Chapter 1. Deployment Architecture
Red Hat recommends using a load-balancer, multiple front-end Web servers, and a database server for a typical CMS deployment. Figure 1-1 illustrates this configuration:
For this guide, we use the terms application server and Web server to mean the same server. In some instances they can be two faces of the same application. For example, Tomcat and Resin are application servers running the Java code that provides functionality and generates content for the Web server, and they also include full HTTP request handling. There can be more than one of these front-end servers for scalability and reliability. Here are some specific configuration recommendations:
- Load Balancer
A load balancer receives all of a website's incoming traffic and then distributes this traffic among the website's front-end Web servers. Red Hat uses load balancers to help ensure that no individual Web server becomes overwhelmed through partitioning work to different Web services. The load balancer also provides a level of fault tolerance by frequently monitoring the status of the Web servers and removing any that are slow or non-responsive from the available server pool.
For a basic setup, Red Hat recommends using a minimum of a single-CPU 1 GHz PIII or greater box with at least 1 GB of RAM running Red Hat Enterprise Linux AS and Red Hat Cluster Suite (http://www.redhat.com/software/rha/cluster/piranha/). An alternative would be a hardware appliance performing load balancing, for example F5's BIG-IP. An optional backup load balancer may provide additional fault-tolerance.
- Supplemental Balancing and Caching
Another useful combination recommended by Red Hat for all CMS installations is Squid and Apache, as detailed in Section 1.1 Deploying Squid and Apache for Caching and Acceleration.

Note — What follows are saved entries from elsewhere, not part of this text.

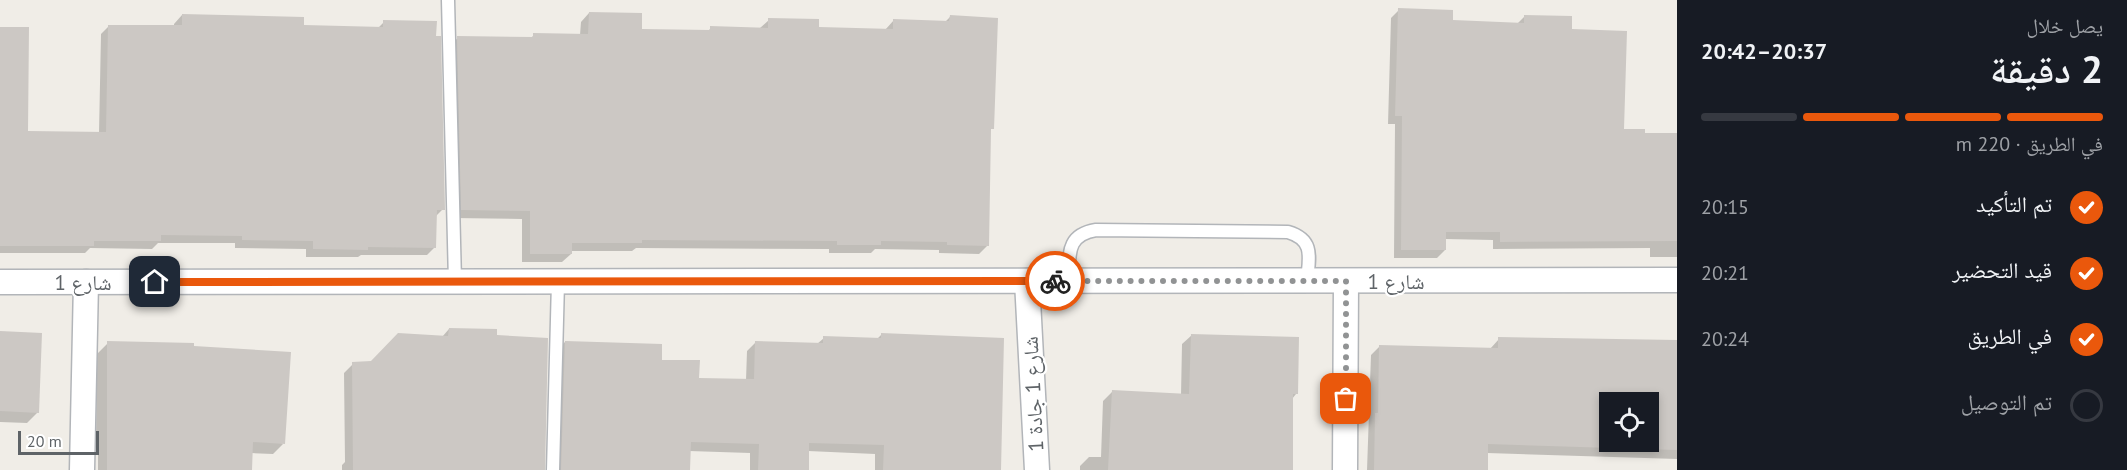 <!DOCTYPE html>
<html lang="ar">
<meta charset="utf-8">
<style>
body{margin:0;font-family:"PT Sans","Noto Naskh Arabic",sans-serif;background:#242831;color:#f1f3f6;direction:rtl;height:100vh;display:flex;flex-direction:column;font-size:22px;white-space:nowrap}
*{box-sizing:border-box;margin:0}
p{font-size:20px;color:#9ea1a6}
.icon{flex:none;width:33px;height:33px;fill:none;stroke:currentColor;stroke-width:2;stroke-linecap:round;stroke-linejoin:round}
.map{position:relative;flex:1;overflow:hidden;direction:ltr}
.side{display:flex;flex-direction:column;background:#171b24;width:450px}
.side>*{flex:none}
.fabs{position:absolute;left:1599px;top:392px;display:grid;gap:12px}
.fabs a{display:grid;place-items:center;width:60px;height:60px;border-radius:0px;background:#171b24;box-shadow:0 3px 9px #0003;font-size:30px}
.scale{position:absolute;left:18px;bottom:15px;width:81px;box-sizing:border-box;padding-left:6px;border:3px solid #5e6367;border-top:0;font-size:16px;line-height:21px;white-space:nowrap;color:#5e6367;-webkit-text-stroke:4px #fff;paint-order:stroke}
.pin{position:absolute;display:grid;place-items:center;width:51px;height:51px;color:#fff;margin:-26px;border-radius:12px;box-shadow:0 3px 9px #0006}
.courier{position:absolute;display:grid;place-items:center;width:60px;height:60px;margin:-30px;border:4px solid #ea580c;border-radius:50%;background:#fff;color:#222;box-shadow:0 2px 8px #0007}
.head em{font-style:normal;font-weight:600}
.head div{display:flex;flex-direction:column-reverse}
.head{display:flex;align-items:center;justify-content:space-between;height:102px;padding:0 24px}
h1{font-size:39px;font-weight:600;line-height:45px}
.bar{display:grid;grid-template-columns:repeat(4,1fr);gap:9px 6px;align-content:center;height:72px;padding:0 24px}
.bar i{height:8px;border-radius:4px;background:#363941}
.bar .on{background:#ea580c}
.bar p{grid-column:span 4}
ol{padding:0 24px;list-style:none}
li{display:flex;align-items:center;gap:18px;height:66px}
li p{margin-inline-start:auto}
li .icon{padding:6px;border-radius:50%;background:#ea580c;color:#fff;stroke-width:4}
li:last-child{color:#9ea1a6}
li i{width:33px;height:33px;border:3px solid #363941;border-radius:50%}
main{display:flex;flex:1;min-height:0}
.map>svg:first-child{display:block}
.shadow{fill:#0003;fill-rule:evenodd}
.building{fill:#ccc8c4;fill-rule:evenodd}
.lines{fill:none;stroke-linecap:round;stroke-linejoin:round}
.lane-casing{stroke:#b2b5b9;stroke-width:15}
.street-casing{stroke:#b2b5b9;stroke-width:27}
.lane{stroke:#fff;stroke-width:12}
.street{stroke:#fff;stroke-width:24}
.done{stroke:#919394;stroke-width:6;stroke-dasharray:0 10.8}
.route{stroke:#ea580c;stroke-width:8}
.labels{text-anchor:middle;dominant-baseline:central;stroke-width:4.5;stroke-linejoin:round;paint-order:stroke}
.street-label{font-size:21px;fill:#5e6367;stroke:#fff}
</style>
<main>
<section class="side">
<div class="head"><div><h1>2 دقيقة</h1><p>يصل خلال</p></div><em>20:37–20:42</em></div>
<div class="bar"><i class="on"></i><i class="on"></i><i class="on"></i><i></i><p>في الطريق · 220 m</p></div>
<ol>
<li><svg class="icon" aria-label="check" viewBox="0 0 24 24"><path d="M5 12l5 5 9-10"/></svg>تم التأكيد<p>20:15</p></li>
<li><svg class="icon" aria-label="check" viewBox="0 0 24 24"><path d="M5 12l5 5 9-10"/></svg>قيد التحضير<p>20:21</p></li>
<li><svg class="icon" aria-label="check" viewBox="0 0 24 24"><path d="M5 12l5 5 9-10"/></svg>في الطريق<p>20:24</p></li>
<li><i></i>تم التوصيل</li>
</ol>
</section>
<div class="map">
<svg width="1677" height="470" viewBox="0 0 1677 470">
<rect width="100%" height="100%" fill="#f0ede7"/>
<!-- shadow -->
<g class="shadow">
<polygon points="1399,10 1451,22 1517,24 1525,16 1570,31 1623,130 1643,134 1677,134 1677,257 1650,257 1650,248 1493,249 1493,240 1445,239 1445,250 1437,258 1394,258 1395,124 1388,124 1391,18"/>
<polygon points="589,13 640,30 707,32 711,28 760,28 769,20 818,29 885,30 894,20 945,22 950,17 992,128 989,131 988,245 979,254 939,253 939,250 875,249 871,253 829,253 829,249 636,248 632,251 571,251 571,254 562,262 522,262 522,219 453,218 449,46 458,38 530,39 534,35 580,35 581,22"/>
<polygon points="182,15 303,27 377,29 384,22 443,209 435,217 435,247 427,255 361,255 358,257 306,257 306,249 235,248 235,243 158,243 152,249 90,248 85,253 0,253 0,28 27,132 99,133 101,34 109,26 174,27 174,24"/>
<polygon points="449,329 496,336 543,470 342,470 342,465 345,462 344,373 353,364 372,362 442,337"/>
<polygon points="0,333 38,412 27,423 0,422"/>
<polygon points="882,334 999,470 875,470 875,454 808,451 807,470 750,470 750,453 689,451 689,470 553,470 556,351 565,342 660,361 698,379 746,380 747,351 756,342 817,344 824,338 877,339"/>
<polygon points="1192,335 1296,394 1292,399 1291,470 1080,470 1080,466 1089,457 1101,457 1103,401 1112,392 1181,395 1182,344"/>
<path d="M1499 339 1677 341V459L1487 453V470H1367L1371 355 1380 346 1490 349ZM1610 402H1648V441H1610Z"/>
<polygon points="108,343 283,444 273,454 251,453 251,470 98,470 98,448 96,448 97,354"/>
</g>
<!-- building -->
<g class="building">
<polygon points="1398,8 1453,10 1453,20 1524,23 1524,15 1572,16 1572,29 1627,31 1624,129 1645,129 1645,133 1677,133 1677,241 1500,242 1500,232 1446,232 1446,250 1401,250 1402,116 1395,116"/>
<polygon points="589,12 642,13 642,29 710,30 710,26 768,28 768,18 819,19 819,27 893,29 893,19 949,21 950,15 998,18 994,129 991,129 989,246 947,245 947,242 881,241 881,245 837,245 837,241 642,240 642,243 572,243 572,254 530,254 530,211 461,210 457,36 533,37 533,33 588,34"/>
<polygon points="182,14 304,17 304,25 383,27 383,20 437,21 436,36 441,36 445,210 437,210 436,248 368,247 368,250 313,249 313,241 242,240 242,236 161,235 161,241 94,241 94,246 0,246 0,27 29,27 28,131 106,132 108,25 182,25"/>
<polygon points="449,328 497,329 497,335 548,338 545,470 353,470 352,362 371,361 398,333 448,336"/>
<polygon points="0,331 42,333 39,413 0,411"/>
<polygon points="881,333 1004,338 1001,470 883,470 884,445 809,443 809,470 758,470 759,444 691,442 690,470 561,470 565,341 662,344 662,360 700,360 699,378 754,379 755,341 823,343 823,336 881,338"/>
<polygon points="1191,334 1299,337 1298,394 1293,394 1293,470 1108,470 1112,390 1189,394"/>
<path d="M1498 337 1677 340V450L1488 444V470H1374L1375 413H1378L1379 345 1498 348ZM1610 402H1648V441H1610Z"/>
<polygon points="107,341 194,343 194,346 291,352 285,444 253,442 252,470 107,470"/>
</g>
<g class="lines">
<defs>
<g id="lane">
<polyline points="448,0 455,282"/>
<path d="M1068 281C1070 256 1065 235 1096 230L1288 232C1315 240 1309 258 1307 281"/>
<polyline points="553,470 558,282"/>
</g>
<g id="street">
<polyline points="1027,281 1037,470"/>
<polyline points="0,282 1677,280"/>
<polyline points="82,470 86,282"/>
<polyline points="1345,470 1346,281"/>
</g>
</defs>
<!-- lane casing -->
<use href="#lane" class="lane-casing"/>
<!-- street casing -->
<use href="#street" class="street-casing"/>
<!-- lane -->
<use href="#lane" class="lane"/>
<!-- street -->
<use href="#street" class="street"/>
</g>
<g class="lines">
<!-- done -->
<polyline class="done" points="1055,281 1346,281 1346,399"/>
<!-- route -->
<polyline class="route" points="155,282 1055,281"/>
</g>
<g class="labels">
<!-- street labels -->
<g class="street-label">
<text x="1396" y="281">شارع 1</text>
<text x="83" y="282">شارع 1</text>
<text transform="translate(1033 394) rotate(-93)">شارع 1 جادة 1</text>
</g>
</g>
</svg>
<div class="fabs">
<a><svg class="icon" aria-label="locate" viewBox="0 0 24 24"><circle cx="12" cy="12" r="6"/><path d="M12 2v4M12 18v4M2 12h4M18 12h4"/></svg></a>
</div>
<div class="scale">20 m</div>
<div class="pin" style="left:1346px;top:399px;background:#ea580c"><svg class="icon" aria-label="bag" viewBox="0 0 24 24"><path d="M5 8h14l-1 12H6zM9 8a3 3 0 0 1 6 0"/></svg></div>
<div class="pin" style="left:155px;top:282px;background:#1f2937"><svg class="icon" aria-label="home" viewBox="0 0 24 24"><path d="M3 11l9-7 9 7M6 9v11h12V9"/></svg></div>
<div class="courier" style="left:1055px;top:281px"><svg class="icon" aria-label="bike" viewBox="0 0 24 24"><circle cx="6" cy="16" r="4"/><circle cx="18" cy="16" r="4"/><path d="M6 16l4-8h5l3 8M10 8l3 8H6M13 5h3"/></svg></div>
</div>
</main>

This configuration can be done within a load balancing solutions, and is implemented directly on the Web servers. The object caching greatly improves performance in database intensive page building. The exception are installations extensively using p2fs (publish-to-filesystem). In this situation, Squid caching does not normally improve performance with objects served from disk instead of database.
- Web Server
Red Hat recommends runnning Web servers and application code on a number of small, relatively inexpensive Red Hat Enterprise Linux machines. These front-end servers each run a copy of Squid, which caches content; Red Hat Stronghold/Apache; an application server, such as Resin or Tomcat; the CMS application itself; and any additional custom software.
By distributing the load across multiple machines, you can achieve inexpensive and reasonable hardware scalability as well as reliability. Because the CMS's bottleneck is the Web server CPU, you can add additional Web servers to grow a website's capacity as needed.

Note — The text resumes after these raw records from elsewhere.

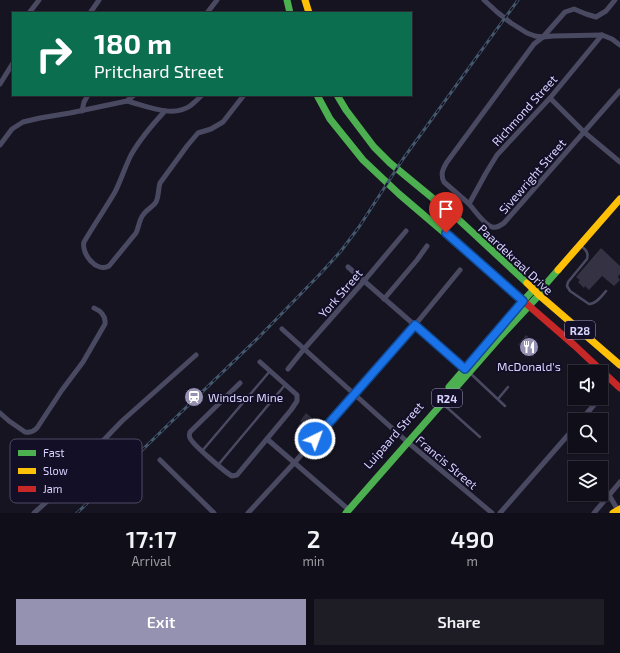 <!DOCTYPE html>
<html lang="en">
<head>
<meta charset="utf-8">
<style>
  :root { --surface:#100f19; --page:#1e1d26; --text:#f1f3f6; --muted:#9c9ca2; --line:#302f38; --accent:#9591b1 }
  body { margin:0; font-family:"Exo 2",sans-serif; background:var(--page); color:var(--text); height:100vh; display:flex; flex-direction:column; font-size:15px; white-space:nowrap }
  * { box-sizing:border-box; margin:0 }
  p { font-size:13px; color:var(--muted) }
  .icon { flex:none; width:22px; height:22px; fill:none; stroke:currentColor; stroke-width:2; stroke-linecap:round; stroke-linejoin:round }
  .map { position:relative; height:513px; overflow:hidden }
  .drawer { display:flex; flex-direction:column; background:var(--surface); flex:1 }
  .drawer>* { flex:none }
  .top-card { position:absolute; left:12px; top:12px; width:400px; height:84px; border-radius:0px; box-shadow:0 1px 3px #0004,0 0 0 1px var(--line); background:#0b6e4f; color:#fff; overflow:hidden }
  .tools { position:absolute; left:568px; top:365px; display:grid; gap:8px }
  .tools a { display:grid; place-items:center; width:40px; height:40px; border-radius:0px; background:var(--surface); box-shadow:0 1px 3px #0004,0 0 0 1px var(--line); font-size:20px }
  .pin { position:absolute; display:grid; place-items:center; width:34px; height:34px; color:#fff; margin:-41px -17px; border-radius:50% 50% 50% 0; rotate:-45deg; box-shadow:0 0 4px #0007 }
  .pin .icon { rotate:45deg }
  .me { position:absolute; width:44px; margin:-22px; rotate:42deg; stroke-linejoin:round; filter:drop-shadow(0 0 3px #0008) }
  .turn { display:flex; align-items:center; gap:14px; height:84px; padding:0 16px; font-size:18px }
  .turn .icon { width:52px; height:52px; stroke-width:2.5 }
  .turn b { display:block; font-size:28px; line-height:34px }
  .eta { display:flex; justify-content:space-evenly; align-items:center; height:68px; text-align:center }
  .eta b { font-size:24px; font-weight:600; line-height:28px }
  .button { display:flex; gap:8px; margin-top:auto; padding:8px 16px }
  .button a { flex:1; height:46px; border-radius:0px; background:var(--accent); color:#fff; font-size:16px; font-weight:600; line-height:46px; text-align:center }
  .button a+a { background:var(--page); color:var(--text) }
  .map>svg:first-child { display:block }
  .building { fill:#343243 }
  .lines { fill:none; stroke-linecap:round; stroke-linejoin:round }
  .lane { stroke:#4a4962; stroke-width:2.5 }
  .street { stroke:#4a4962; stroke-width:5 }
  .fast { stroke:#4caf50; stroke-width:7 }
  .slow { stroke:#ffc107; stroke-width:7 }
  .jam { stroke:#c62828; stroke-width:7 }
  .rail-casing { stroke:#43596b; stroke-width:3 }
  .rail { stroke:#130f26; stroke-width:1.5; stroke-dasharray:4.5; stroke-linecap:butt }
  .route-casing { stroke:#114b97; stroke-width:10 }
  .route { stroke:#1a73e8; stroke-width:7 }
  .labels { text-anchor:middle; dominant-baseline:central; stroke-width:4; stroke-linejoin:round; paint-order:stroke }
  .shield { fill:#130f26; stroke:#9e99be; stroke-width:1 }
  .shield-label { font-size:11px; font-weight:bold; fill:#d9d4ff }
  .street-label { font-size:12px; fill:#d9d4ff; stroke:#130f26 }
  .poi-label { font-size:12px; fill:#d9d4ff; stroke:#130f26 }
  .key { fill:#130f26; stroke:#4e4a67; stroke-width:1 }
  .key-label { font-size:11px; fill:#d9d4ff }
</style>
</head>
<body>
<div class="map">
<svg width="620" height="513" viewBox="0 0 620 513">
  <rect width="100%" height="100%" fill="#161421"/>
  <!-- building -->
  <g class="building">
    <path d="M601 248 620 266V274L618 277 620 280 614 286 602 276 589 290 585 286 584 288 578 282 580 280 576 277Z"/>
    <path d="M526 335 536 343 534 345 539 349 533 357 518 345Z"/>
    <path d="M306 413 317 422 310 430 300 421Z"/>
  </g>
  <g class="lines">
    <!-- lane -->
    <g class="lane">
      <path d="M580 245C585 249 589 252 587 259L568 282 567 286 570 291 589 304C596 304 602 296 606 291"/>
      <path d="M470 373 505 406"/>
      <path d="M498 399 508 387"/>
      <path d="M443 404 480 437"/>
      <path d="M202 451 270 371"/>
      <path d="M218 465 285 385"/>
    </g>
    <!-- street -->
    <g class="street">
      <path d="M484 0 497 12 511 23 527 33 535 36 543 37 553 36 602 35 612 39 620 45"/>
      <path d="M615 0 606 11 596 17 586 14 574 9 565 12 543 37 534 44 447 162C443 169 440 174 444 182 452 189 460 196 468 203 475 210 483 224 492 227 497 228 500 226 504 223L620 91"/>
      <path d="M29 13 39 0"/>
      <path d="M90 13 99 0"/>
      <path d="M207 13 217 0"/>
      <path d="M0 84 13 63"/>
      <path d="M550 98 584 132 620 162"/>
      <path d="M127 101C147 106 172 118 190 106 194 103 198 99 202 95"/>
      <path d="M82 111 84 102 88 95"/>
      <path d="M165 111C152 125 140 139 131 155 125 167 121 180 115 192 105 209 94 225 84 242 81 253 96 273 109 266L136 233C139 227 139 220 143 215 146 210 153 207 156 202 159 196 158 189 160 183L187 146 198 133 211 129 223 122 244 95"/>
      <path d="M0 145 12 129 23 122 40 118 70 113 127 101 134 95"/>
      <path d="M469 204 486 173 497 155 550 98 602 35"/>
      <path d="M348 267 465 369"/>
      <path d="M384 299 417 260 427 246"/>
      <path d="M282 329 404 439 492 513"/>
      <path d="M288 369 304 349 364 281 406 231"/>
      <path d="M240 383 190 432C189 435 189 435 190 438 192 444 225 472 232 476L237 475 291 410 297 401V395L260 362"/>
      <path d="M0 413 9 421 25 432C30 433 33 432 37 428L62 390 83 362 105 324C106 316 101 311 94 308"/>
      <path d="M581 420 600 398"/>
      <path d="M267 439 349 510"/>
      <path d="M160 460 214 513"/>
      <path d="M609 495 619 512"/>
      <path d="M34 513 70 481 78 473 96 448 122 421 196 355"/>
      <path d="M248 513 295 462 415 325 460 270"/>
      <path d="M500 513 575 427"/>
      <path d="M594 513 620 482"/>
    </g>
    <!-- fast -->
    <g class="fast">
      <path d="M287 0 290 13"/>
      <path d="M317 95 330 119 363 160 399 194 467 252"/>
      <path d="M337 95 346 110 374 147 390 163 458 219 527 283"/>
      <path d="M449 387 523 301 534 289 538 288"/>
      <path d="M346 513 502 335 539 295 544 286 558 270"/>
    </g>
    <!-- slow -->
    <g class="slow">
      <path d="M305 0 309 13"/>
      <path d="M558 270 620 199"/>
      <path d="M527 283 539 295 620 365"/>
      <path d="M613 513 620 509"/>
    </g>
    <!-- jam -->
    <path class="jam" d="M467 252 574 345 620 388"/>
    <defs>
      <path id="rail" d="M77 513 259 337 321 273 341 251 359 227 403 159 518 0"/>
    </defs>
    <!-- rail casing -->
    <use href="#rail" class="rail-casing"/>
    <!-- rail -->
    <use href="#rail" class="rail"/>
  </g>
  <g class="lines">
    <defs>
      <path id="route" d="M315 439 415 325 465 369 523 301 446 233"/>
    </defs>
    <!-- route casing -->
    <use href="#route" class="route-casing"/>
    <!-- route -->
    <use href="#route" class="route"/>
  </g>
  <!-- icons -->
  <defs>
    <symbol id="restaurant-disc" viewBox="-11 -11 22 22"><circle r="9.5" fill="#9591b1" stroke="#130f26"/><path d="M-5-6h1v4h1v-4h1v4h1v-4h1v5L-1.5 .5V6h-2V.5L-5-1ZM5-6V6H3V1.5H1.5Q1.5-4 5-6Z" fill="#fff"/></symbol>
    <symbol id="station-disc" viewBox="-11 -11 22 22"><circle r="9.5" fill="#9591b1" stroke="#130f26"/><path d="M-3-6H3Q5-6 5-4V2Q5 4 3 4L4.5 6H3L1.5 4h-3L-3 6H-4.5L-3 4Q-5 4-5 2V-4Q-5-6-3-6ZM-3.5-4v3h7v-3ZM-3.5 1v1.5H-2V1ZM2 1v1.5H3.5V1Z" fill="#fff"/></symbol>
  </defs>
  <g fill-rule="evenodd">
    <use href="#restaurant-disc" x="518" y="336" width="22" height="22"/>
    <use href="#station-disc" x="183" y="386" width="22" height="22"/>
  </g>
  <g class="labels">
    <!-- shield labels -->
    <g class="shield">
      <rect x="565" y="321" width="30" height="18" rx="3"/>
      <rect x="432" y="389" width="30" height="18" rx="3"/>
    </g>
    <g class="shield-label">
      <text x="580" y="330">R28</text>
      <text x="447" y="398">R24</text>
    </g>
    <!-- street labels -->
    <g class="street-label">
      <text transform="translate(524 110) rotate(-48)">Richmond Street</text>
      <text transform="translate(532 176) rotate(-49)">Sivewright Street</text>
      <text transform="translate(516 259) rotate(43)">Paardekraal Drive</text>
      <text transform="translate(340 293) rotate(-49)">York Street</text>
      <text transform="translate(393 435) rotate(-49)">Luipaard Street</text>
      <text transform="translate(447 462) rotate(40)">Francis Street</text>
    </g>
    <!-- poi labels -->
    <g class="poi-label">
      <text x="529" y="366">McDonald's</text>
      <text x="208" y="397" text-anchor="start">Windsor Mine</text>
    </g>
  </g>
  <!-- legend -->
  <rect x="10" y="439" width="132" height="64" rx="6" class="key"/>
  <rect x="18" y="450" width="18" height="6" fill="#4caf50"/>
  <rect x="18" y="468" width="18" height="6" fill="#ffc107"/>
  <rect x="18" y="486" width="18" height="6" fill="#c62828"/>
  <g class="key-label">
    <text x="43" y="457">Fast</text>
    <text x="43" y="475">Slow</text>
    <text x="43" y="493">Jam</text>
  </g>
</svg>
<div class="tools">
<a><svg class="icon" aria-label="sound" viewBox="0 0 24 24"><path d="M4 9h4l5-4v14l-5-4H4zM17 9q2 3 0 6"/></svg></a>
<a><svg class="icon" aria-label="search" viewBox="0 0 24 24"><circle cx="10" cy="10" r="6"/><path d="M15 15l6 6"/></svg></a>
<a><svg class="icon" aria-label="layers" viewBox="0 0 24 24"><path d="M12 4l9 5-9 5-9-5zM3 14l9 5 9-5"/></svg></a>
</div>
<div class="pin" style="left:446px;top:233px;background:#d93025"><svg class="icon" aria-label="arrive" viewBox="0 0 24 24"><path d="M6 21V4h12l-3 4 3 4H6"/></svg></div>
<svg class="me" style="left:315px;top:439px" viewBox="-20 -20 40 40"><circle r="17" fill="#1a73e8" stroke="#fff" stroke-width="3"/><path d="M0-11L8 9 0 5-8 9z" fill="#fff"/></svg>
<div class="top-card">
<div class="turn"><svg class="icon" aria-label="right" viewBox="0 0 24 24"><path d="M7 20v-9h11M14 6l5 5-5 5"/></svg><div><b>180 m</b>Pritchard Street</div></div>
</div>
</div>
<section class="drawer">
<div class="eta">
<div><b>17:17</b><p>Arrival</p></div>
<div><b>2</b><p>min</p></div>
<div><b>490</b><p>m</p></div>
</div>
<div class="button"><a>Exit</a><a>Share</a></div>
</section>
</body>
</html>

Red Hat recommends using the equivalent of at least a dual-PIII 1.4 GHz server equipped with 1 GB of RAM and SCSI drives in a RAID 1 configuration for each Web Server.
- Database Server
Red Hat CMS stores all of its persistent information using an RDBMS. CMS 6.1 supports Oracle8i®, Oracle9i®, and PostgreSQL 7.3.x. PostgreSQL 7.2.x is only supported in CMS versions prior to 6.0.
Red Hat recommends using the equivalent of at least a dual-PIII 1.4 GHz server equipped with 4 GB of RAM and SCSI drives in a RAID 1 configuration for the database server. Both Oracle Database and PostgreSQL support a large number of configuration options for optimizing performance, backup, and recovery. Consult with a DBA for more information regarding RDBMS configuration.
- Network
All machines in the deployment architecture should communicate on the same, physical 100 Mbit or Gigabit Ethernet network to minimize latency and maximize throughput.
1.1. Deploying Squid and Apache for Caching and Acceleration
This section provides a configuration guide for setting up a system where you have two or more application servers being load balanced by a caching web server running Squid and Apache. This generally improves performance of public areas of CMS websites by serving repeat requests for the same URL directly from the Squid cache.
For example, in a deployment the web/cache server might cache a portal home page, the category navigation pages and content items. Even when using p2fs (publish to filesystem), there are typically benefits to using Squid.
HTTP acceleration is achieved from the Squid/Apache combination by taking advantage of the lower per-request memory and processor overhead compared to an application server. This allows the cache/web server to handle far more concurrent connections. Having Squid on the same high-speed LAN as the application server means the web/cache server can read the response from the app server very quickly, freeing up the app server to deal with the next request. Squid does all the interacting with the relatively slow client.
You can read more about Squid at http://www.squid-cache.org/.
One of the main challenges of this deployment is running both services without breaking the virtual hosting. Difficulties with the virtual hosting occur most often with Microsoft Internet Explorer. To overcome this, you must deploy Apache and Squid on the same machine, using the same port number. Apache is configured to only bind to 127.0.0.1 and Squid binds only to the host's public IP address.
In /etc/httpd/conf/httpd.conf uncomment & change:
BindAddress *
to bind to localhost:
BindAddress 127.0.0.1
Next, uncomment & change:
Listen 80
to include the IP address:
Listen 127.0.0.1:80
Then go down to the <IfDefine HAVE_SSL> block containing the two Listen statements. Add this statement:
Listen 127.0.0.1:443
Next we begin our configuration of /etc/squid/squid.conf by changing:
# http_port 3128
to read:
http_port 192.168.0.100:80
The default Squid config doesn't cache URLs with query parameters in them. This is only for compatibility with badly written CGI scripts that don't send cache control headers. Since we know the CMS code is safe and done properly, we'll need to change this behavior. In the squid.conf, comment out:
#hierarchy_stoplist cgi-bin ? #acl QUERY urlpath_regex cgi-bin \? #no_cache deny QUERY
Turn on referrers and user agents so that log analysis is useful:
useragent_log /var/log/squid/agent.log referer_log /var/log/squid/referer.log
Tip You may need to compile Squid with --enable-referer-log and --enable-agent-log options.
Add access control rules to allow public users to access the cache. Add the following lines near the other block of acl definitions, substituting your host's public facing IP address for 192.168.0.100:
acl accel_host dst 127.0.0.1/255.255.255.255 acl accel_host dst 192.168.0.100/255.255.255.255 acl accel_port port 80
If the firewall in front of the Squid server has a different IP address to the network interface you need to add that in as well; replace 123.45.678.90 with your firewall external address.:
acl accel_host dst 123.45.678.90/255.255.255.255
Then, allow access to requests matching these acls. Comment out:
#http_access deny all
adding in:
http_access deny !accel_host http_access deny !accel_port http_access allow all
Set the main hostname, replacing www.example.com with your hostname:
visible_hostname www.example.com
Squid limits HTTP file uploads to 1 MB in size, so we need to increase this to at least 20 MB otherwise CMS file storage is rather limited in usefulness:
request_body_max_size 20 MB
Tell Squid to be an accelerator for the apache server:
httpd_accel_host 127.0.0.1 httpd_accel_port 80
Finally, for virtual hosting to work, set:
httpd_accel_single_host on httpd_accel_uses_host_header on